Personal information
- Full name: Nenad Begović
- Date of birth: January 6, 1980 (age 46)
- Place of birth: Belgrade, SFR Yugoslavia
- Height: 1.83 m (6 ft 0 in)
- Position: Midfielder

Youth career
- OFK Beograd

Senior career*
- Years: Team / Apps / (Gls)
- 1998–2001: OFK Beograd / 75 / (2)
- 2002–2003: Radnički Beograd
- 2004: Mladenovac
- 2005: Sète / 3 / (0)
- 2005–2006: Romorantin / 18 / (1)
- 2006: Interblock / 13 / (1)
- 2007: Baulmes / 9 / (0)
- 2007: Kairat / 12 / (1)
- 2008: Luch Vladivostok / 4 / (0)
- 2009: Ashdod / 3 / (0)
- 2010: Simurq / 4 / (0)
- 2010–2012: Brantford Galaxy
- 2012–2013: London City
- 2013–2014: Zemun
- 2015: PSM Makassar / 0 / (0)

Managerial career
- 2012: London City (player-coach)

= Nenad Begović =

Serbian footballer (born 1980)

Nenad Begović (Ненад Беговић; born January 6, 1980) is a Serbian retired football midfielder.

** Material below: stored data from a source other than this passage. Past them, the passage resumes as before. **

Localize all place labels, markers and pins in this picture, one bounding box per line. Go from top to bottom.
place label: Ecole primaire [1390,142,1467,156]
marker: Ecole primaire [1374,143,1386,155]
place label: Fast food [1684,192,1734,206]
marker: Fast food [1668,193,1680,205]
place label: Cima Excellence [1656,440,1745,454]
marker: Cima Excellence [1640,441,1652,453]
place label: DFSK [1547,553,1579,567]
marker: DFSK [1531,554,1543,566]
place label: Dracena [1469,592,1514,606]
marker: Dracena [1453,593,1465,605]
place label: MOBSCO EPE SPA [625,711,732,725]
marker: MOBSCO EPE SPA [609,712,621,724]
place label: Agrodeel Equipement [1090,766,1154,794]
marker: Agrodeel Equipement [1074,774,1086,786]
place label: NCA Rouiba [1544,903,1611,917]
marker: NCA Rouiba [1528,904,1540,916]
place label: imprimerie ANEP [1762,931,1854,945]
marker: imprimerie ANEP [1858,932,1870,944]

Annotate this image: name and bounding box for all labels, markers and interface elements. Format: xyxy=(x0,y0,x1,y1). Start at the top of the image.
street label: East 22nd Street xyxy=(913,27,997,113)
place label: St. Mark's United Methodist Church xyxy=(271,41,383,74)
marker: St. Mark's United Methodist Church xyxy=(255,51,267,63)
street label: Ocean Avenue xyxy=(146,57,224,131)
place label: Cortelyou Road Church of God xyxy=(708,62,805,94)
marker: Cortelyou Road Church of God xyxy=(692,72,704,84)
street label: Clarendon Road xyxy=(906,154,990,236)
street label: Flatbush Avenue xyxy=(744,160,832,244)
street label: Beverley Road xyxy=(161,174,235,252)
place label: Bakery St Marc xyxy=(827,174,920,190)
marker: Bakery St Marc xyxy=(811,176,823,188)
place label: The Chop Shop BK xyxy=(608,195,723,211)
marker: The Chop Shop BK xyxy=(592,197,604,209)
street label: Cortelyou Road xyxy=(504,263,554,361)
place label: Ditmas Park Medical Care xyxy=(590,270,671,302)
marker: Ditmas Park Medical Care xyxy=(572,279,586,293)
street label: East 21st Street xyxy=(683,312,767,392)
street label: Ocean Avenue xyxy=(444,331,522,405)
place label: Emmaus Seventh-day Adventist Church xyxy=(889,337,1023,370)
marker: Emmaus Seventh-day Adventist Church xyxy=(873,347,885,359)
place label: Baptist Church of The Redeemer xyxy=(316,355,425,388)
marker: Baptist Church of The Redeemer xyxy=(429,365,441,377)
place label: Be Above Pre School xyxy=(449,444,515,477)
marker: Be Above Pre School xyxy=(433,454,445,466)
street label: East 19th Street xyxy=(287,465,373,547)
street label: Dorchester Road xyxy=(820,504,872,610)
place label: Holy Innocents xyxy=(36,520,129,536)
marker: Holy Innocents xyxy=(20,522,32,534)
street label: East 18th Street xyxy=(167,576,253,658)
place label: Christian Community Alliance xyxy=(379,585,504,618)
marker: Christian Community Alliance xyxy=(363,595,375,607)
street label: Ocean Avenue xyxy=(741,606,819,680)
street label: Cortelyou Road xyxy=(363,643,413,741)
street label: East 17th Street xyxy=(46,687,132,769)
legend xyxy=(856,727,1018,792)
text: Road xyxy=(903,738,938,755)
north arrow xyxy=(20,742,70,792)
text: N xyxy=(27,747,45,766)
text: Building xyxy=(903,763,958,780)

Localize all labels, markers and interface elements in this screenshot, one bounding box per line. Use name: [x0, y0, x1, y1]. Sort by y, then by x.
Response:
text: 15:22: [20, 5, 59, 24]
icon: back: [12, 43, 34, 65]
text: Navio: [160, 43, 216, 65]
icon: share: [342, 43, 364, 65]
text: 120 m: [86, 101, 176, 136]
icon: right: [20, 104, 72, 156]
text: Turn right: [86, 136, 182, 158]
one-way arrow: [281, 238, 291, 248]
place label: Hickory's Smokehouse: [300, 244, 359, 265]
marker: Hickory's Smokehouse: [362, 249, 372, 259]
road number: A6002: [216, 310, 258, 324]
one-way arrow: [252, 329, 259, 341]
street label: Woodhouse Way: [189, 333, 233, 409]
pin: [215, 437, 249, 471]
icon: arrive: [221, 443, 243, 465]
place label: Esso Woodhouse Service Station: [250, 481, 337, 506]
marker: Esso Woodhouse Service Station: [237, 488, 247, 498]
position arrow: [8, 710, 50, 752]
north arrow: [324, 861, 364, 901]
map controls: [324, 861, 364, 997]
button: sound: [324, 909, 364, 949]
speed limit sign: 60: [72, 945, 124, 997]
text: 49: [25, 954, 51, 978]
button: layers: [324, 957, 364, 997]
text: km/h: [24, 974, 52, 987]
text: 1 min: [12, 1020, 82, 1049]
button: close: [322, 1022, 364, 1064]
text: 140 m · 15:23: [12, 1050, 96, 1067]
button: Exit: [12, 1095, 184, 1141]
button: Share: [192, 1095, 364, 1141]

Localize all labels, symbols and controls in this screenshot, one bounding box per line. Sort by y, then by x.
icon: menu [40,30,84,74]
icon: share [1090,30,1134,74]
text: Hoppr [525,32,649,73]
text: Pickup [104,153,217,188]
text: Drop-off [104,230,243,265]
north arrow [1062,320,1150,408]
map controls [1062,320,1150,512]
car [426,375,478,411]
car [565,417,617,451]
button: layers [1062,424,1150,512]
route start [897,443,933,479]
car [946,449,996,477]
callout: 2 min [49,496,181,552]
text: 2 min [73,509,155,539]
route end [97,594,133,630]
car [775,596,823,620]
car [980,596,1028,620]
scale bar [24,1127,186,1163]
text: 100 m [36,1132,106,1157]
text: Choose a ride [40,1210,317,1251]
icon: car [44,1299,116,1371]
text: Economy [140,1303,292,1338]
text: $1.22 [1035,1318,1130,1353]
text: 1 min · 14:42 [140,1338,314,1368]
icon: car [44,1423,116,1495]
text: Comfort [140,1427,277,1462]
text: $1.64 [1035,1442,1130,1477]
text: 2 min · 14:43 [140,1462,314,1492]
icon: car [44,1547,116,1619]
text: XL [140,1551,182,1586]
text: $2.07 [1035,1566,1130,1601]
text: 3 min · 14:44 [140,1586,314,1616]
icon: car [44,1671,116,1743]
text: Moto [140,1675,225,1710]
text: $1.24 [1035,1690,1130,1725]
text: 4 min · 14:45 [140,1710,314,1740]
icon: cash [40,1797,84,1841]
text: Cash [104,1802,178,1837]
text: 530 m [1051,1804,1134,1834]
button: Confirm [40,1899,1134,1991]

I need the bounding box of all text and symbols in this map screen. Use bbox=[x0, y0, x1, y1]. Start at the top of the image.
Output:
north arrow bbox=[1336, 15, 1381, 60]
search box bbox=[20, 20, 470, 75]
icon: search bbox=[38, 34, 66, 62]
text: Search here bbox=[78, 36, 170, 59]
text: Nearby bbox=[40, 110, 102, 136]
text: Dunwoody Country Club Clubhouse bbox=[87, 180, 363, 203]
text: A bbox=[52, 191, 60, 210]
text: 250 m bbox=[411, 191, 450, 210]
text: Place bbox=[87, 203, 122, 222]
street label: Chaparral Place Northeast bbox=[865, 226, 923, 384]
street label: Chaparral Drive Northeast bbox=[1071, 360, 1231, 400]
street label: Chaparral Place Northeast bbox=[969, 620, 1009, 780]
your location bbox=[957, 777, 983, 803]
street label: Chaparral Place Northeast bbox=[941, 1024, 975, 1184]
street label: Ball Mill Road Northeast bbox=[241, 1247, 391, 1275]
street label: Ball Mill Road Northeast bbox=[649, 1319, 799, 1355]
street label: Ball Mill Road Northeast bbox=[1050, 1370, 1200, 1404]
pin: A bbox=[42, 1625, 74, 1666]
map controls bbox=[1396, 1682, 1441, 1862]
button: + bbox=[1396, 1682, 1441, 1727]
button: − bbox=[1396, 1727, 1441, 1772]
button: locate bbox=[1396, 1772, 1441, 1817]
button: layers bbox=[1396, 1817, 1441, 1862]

He played in the First League of Serbia and Montenegro, Second League of Serbia and Montenegro, Ligue 1, Kazakhstan Premier League, Russian Premier League, Azerbaijan Premier League, Israeli Premier League, Canadian Soccer League, Serbian First League, and the Indonesia Super League.

==Career==
===Club career===
Begović began his career in the First League of FR Yugoslavia with OFK Beograd and had stints with FK Radnički Beograd, and OFK Mladenovac. In 2005, he went abroad to France to play in the Ligue 2 with FC Sète 34. The following year he played with NK Interblock, and FC Baulmes. In 2007, he signed with FC Kairat of the Kazakhstan Premier League, and he had a stint in Russia with FC Luch Vladivostok. He also played with F.C. Ashdod, and Simurq PIK in the Israeli Premier League, and Azerbaijan Premier League.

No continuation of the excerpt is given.